While the public is trying to come to terms with the COVID-19 virus, a lockdown, and looking after friends, family and neighbours, our governing bodies have more important issues to attend to.
Were they hoping that we would be otherwise distracted and wouldn't notice?
Although the Lake Burley Griffin Guardians have been having regular meetings with the NCA about this issue they didn't have the decency to ring one of us before they made the announcement.
So much for diplomacy.
The CEO of the City Renewal Authority said there was a high level of community support for the Acton Waterfront Project. But there has never been proper consultation with the wider Canberra community.

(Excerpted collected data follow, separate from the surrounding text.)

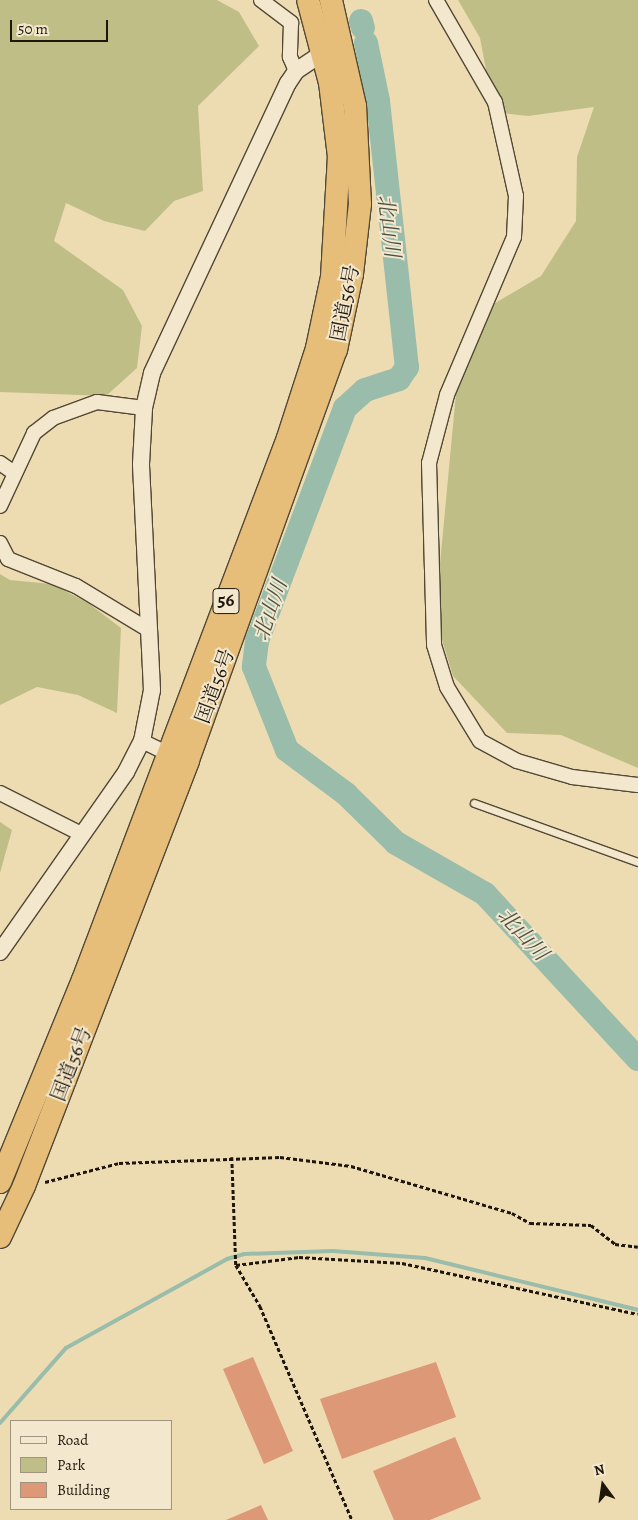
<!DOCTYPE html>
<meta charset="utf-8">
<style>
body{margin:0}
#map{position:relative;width:638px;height:1520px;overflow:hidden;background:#eddcb2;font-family:Alegreya,"Noto Serif JP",serif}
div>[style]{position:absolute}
.green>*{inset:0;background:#c0be87}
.stream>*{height:4px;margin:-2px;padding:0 2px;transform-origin:2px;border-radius:2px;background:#99bcab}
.river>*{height:24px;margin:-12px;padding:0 12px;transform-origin:12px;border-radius:12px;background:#99bcab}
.building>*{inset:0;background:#dc9877}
.path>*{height:2.5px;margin-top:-1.25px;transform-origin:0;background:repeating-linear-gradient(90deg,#1f160b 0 4px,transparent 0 6.5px)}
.roads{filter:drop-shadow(1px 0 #524835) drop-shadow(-1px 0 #524835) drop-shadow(0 1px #524835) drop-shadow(0 -1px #524835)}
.service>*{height:7px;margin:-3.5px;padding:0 3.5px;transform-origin:3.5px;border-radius:3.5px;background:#f3e8cd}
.minor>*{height:14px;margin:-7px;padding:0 7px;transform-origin:7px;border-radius:7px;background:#f3e8cd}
.tertiary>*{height:16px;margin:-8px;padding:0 8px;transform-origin:8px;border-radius:8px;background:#f3e8cd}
.trunk>*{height:22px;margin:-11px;padding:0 11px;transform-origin:11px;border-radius:11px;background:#e6be79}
span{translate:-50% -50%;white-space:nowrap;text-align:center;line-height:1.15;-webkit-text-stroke:4px #f3e8cd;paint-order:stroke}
.shield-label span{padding:1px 4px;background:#f3e8cd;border:1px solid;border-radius:4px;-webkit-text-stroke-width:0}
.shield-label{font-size:19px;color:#1f160b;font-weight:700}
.street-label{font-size:20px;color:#1f160b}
.water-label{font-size:21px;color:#4a5043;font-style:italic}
.legend{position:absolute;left:10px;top:1420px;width:162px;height:90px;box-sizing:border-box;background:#f3e8cd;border:1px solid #9e947f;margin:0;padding:6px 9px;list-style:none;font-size:15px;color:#1f160b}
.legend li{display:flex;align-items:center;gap:10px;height:25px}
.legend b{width:25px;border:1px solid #9e947f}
.north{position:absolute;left:578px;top:1460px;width:50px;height:50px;-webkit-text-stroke:4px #f3e8cd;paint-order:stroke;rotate:346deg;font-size:14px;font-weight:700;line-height:20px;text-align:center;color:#1f160b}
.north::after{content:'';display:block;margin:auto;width:18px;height:22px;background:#1f160b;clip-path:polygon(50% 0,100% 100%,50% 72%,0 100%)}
.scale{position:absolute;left:10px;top:20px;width:98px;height:22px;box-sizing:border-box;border:2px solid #1f160b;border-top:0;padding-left:6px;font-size:15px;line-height:18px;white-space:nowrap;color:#1f160b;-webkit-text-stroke:4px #f3e8cd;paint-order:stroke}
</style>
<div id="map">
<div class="green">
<div style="clip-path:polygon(0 0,217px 0,239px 12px,259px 46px,198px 106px,203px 191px,174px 201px,145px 231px,104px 221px,66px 203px,54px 241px,123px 290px,142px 326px,137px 368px,106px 396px,0 392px)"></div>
<div style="clip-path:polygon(458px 0,638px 0,638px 768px,561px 735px,507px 733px,453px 676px,435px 617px,458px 372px,487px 308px,541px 276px,576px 221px,577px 157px,594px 107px,528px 116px,494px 112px,480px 38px)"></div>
<div style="clip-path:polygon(0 574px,10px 580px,52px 584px,88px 603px,121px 628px,117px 713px,78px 695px,37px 687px,0 705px)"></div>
<div style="clip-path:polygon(0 822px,12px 830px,0 873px)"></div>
</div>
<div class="stream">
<div style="left:0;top:1423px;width:100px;rotate:-48.7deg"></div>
<div style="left:66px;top:1348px;width:184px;rotate:-28.9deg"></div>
<div style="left:227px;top:1259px;width:18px;rotate:-16deg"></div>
<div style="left:244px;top:1254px;width:89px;rotate:-1.9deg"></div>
<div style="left:333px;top:1251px;width:92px;rotate:4.4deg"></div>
<div style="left:425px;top:1258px;width:219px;rotate:13.7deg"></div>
</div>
<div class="river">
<div style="left:361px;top:21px;width:7px;rotate:74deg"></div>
<div style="left:366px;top:43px;width:59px;rotate:78.3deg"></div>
<div style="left:378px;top:101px;width:268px;rotate:83.8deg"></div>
<div style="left:407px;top:367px;width:14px;rotate:124deg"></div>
<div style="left:399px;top:379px;width:36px;rotate:162deg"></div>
<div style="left:365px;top:390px;width:27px;rotate:138deg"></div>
<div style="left:345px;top:408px;width:249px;rotate:110.7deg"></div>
<div style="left:257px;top:641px;width:26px;rotate:97deg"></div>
<div style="left:254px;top:667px;width:89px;rotate:68.3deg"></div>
<div style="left:287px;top:750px;width:74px;rotate:36.7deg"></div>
<div style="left:346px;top:794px;width:70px;rotate:44.4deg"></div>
<div style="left:396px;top:843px;width:103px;rotate:29.8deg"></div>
<div style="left:485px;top:894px;width:225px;rotate:47.2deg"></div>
</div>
<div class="building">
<div style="clip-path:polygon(253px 1357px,293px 1451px,264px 1464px,223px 1369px)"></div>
<div style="clip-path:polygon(436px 1362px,456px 1417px,342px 1459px,320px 1399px)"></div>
<div style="clip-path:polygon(455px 1437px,481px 1499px,430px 1520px,394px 1520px,373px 1471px)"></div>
<div style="clip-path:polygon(261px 1505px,268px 1520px,226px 1520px)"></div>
</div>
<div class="path">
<div style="left:232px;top:1157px;width:108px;rotate:87.9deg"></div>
<div style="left:236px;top:1265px;width:48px;rotate:59.7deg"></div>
<div style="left:260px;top:1306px;width:233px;rotate:66.7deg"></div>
<div style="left:45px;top:1182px;width:76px;rotate:-14.4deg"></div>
<div style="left:119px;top:1163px;width:161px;rotate:-2.1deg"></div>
<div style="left:280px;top:1157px;width:72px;rotate:7.2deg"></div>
<div style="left:351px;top:1166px;width:168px;rotate:16.3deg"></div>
<div style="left:512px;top:1213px;width:21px;rotate:29deg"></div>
<div style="left:530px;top:1223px;width:61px;rotate:1.9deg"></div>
<div style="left:591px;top:1225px;width:31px;rotate:38deg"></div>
<div style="left:615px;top:1244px;width:23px;rotate:7deg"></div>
<div style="left:236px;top:1265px;width:64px;rotate:-7.2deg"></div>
<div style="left:299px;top:1257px;width:103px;rotate:3.3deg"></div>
<div style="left:402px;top:1263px;width:241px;rotate:12.2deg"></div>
</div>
<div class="roads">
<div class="service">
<div style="left:474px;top:803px;width:174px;rotate:19.8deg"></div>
</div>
<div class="minor">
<div style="left:261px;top:0;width:38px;rotate:37deg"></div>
<div style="left:291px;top:23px;width:34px;rotate:92deg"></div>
<div style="left:290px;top:57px;width:15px;rotate:67deg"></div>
<div style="left:436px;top:0;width:118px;rotate:60deg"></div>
<div style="left:495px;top:102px;width:96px;rotate:77.4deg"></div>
<div style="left:516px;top:196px;width:41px;rotate:92.8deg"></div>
<div style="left:514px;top:237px;width:172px;rotate:113deg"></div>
<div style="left:447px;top:395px;width:70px;rotate:104.8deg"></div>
<div style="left:429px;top:463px;width:182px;rotate:88.4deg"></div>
<div style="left:434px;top:645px;width:44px;rotate:72.8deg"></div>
<div style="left:447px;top:687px;width:63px;rotate:58.6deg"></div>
<div style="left:480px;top:741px;width:42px;rotate:28.4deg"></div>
<div style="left:517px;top:761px;width:57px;rotate:16.2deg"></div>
<div style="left:572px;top:777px;width:66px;rotate:6.9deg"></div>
<div style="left:0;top:463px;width:16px;rotate:35deg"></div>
<div style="left:0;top:506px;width:81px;rotate:-65deg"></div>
<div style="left:34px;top:433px;width:24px;rotate:-38deg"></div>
<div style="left:53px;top:418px;width:47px;rotate:-20deg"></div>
<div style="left:97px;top:402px;width:47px;rotate:7.3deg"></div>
<div style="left:0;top:543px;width:18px;rotate:63deg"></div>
<div style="left:8px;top:559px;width:73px;rotate:21.7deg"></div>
<div style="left:76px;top:586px;width:85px;rotate:31.1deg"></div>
<div style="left:142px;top:741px;width:37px;rotate:26deg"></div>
<div style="left:0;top:793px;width:91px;rotate:26.8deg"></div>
</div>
<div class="tertiary">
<div style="left:0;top:952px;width:220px;rotate:-55deg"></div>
<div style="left:126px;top:772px;width:35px;rotate:-63deg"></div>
<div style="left:142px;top:741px;width:52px;rotate:-78.9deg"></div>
<div style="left:152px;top:690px;width:226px;rotate:-92.8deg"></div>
<div style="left:141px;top:464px;width:56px;rotate:-86.9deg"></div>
<div style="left:144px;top:408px;width:36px;rotate:-77deg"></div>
<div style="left:152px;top:373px;width:320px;rotate:-64.9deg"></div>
<div style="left:288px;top:83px;width:14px;rotate:-56deg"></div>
<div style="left:296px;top:71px;width:41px;rotate:-34.1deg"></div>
</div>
<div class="trunk">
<div style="left:0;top:1182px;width:218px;rotate:-67.7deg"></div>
<div style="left:83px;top:980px;width:579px;rotate:-69.28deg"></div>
<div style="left:288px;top:438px;width:95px;rotate:-72.1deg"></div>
<div style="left:317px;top:348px;width:73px;rotate:-78.1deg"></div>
<div style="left:332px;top:277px;width:120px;rotate:-86.7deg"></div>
<div style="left:339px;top:157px;width:75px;rotate:-96.9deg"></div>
<div style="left:330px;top:83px;width:86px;rotate:-104.8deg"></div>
<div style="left:0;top:1237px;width:56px;rotate:-64.8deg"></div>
<div style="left:24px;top:1186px;width:456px;rotate:-68.9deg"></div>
<div style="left:188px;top:760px;width:436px;rotate:-70.2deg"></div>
<div style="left:336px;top:350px;width:78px;rotate:-78.1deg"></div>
<div style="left:352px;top:274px;width:70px;rotate:-83.5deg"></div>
<div style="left:360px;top:204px;width:98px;rotate:-92.9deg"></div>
<div style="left:355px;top:106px;width:109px;rotate:-102.8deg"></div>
</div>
</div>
<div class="shield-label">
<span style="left:226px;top:601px">56</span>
</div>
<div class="street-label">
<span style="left:345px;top:303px;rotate:-79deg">国道56号</span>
<span style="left:215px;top:686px;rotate:-70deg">国道56号</span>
<span style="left:71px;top:1064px;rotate:-69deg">国道56号</span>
</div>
<div class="water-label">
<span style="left:389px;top:226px;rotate:83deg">北山川</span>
<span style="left:270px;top:610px;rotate:-71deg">北山川</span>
<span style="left:523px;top:934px;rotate:47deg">北山川</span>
</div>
<ul class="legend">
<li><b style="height:6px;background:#f3e8cd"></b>Road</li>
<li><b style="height:14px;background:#c0be87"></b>Park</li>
<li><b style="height:14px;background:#dc9877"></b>Building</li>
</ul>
<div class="north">N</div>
<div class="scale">50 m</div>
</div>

Spending money on infilling the lake and taking public park area for private development at West Basin is not what is needed at this time.
Penny Moyes, Hughes
TO THE POINT
BARR BARRED FROM BARRE
COVID-19 is keeping our Chief Minister very busy and specialist heath studios closed. So, in other words, there is a bar on Andrew Barr at barre.
John Howarth, Weston
Given what must be the government's despair at having lost their beloved surplus, will they now make sure the multinationals, big businesses, the super-rich and churches all pay their fair share of the national tax burden?
Fred Pilcher, Kaleen
WE'RE NOT RACIST BUT...
Australia is not racist. But why did authorities quarantine Chinese Australians returning from China on Christmas Island for 14 days and then allow passengers returning from Europe (including Italy and Spain) to roam around Sydney last week?
R F Bollen, Torrens
SINK THE SUBS
A fantastic way to partially solve our present financial crisis would be to scrap the plans for the $80 billion submarines to be supplied by France in about 30 years time. It was an idiotic plan made by a very unwise PM. Let's pay what we owe, get out of the deal and use the savings on immediate and future requirements.
Trevor Willis, Hughes
BE IN THE MOMENT
In these times of gloom and doom there are still moments of brightness. On the morning walk with my two four-legged friends we were stopped in our tracks by the glorious, uplifting carolling of a magpie family. Magical.
Mike Lynch, Isaacs
We may yet to have fully achieved the paperless office, but we are close to achieving the paperless toilet.
James Gralton, Garran
BAN SMOKING NOW
Maybe the PM and the chief minister can ban smoking completely. The exhaled smoke particles from a smoker would be ideal carriers for the virus. Exhaled smoke can be smelt 20 to 30 metres away and more. So ban smoking.
Guy Swifte, Garran
Thank you to the Canberra and John James Hospitals, and the ACT Health Service, for your good care over several episodes of ill health since late 2019. We have the greatest gratitude for the care that was received from all the front-line workers. God bless you all.
Hugh Davies, Deakin
Oh that we, like our US friends, could have a self-proclaimed very stable genius as our leader. If we did all our coronavirus problems could also be under control by Easter.
Michael Duffy, Curtin
TOO LITTLE, TOO LATE
The far-too-late step of immediately quarantining arrivals from overseas is equivalent to acting after the horse has bolted and then gone on to win the Melbourne Cup.
Sue Dyer, Downer
PAIR OF CLOWNS
Anthony Albanese and Chris Bowen are the the Laurel and Hardy of the ALP. They lost the unlosable election last year because their ideas were rubbish. They still are.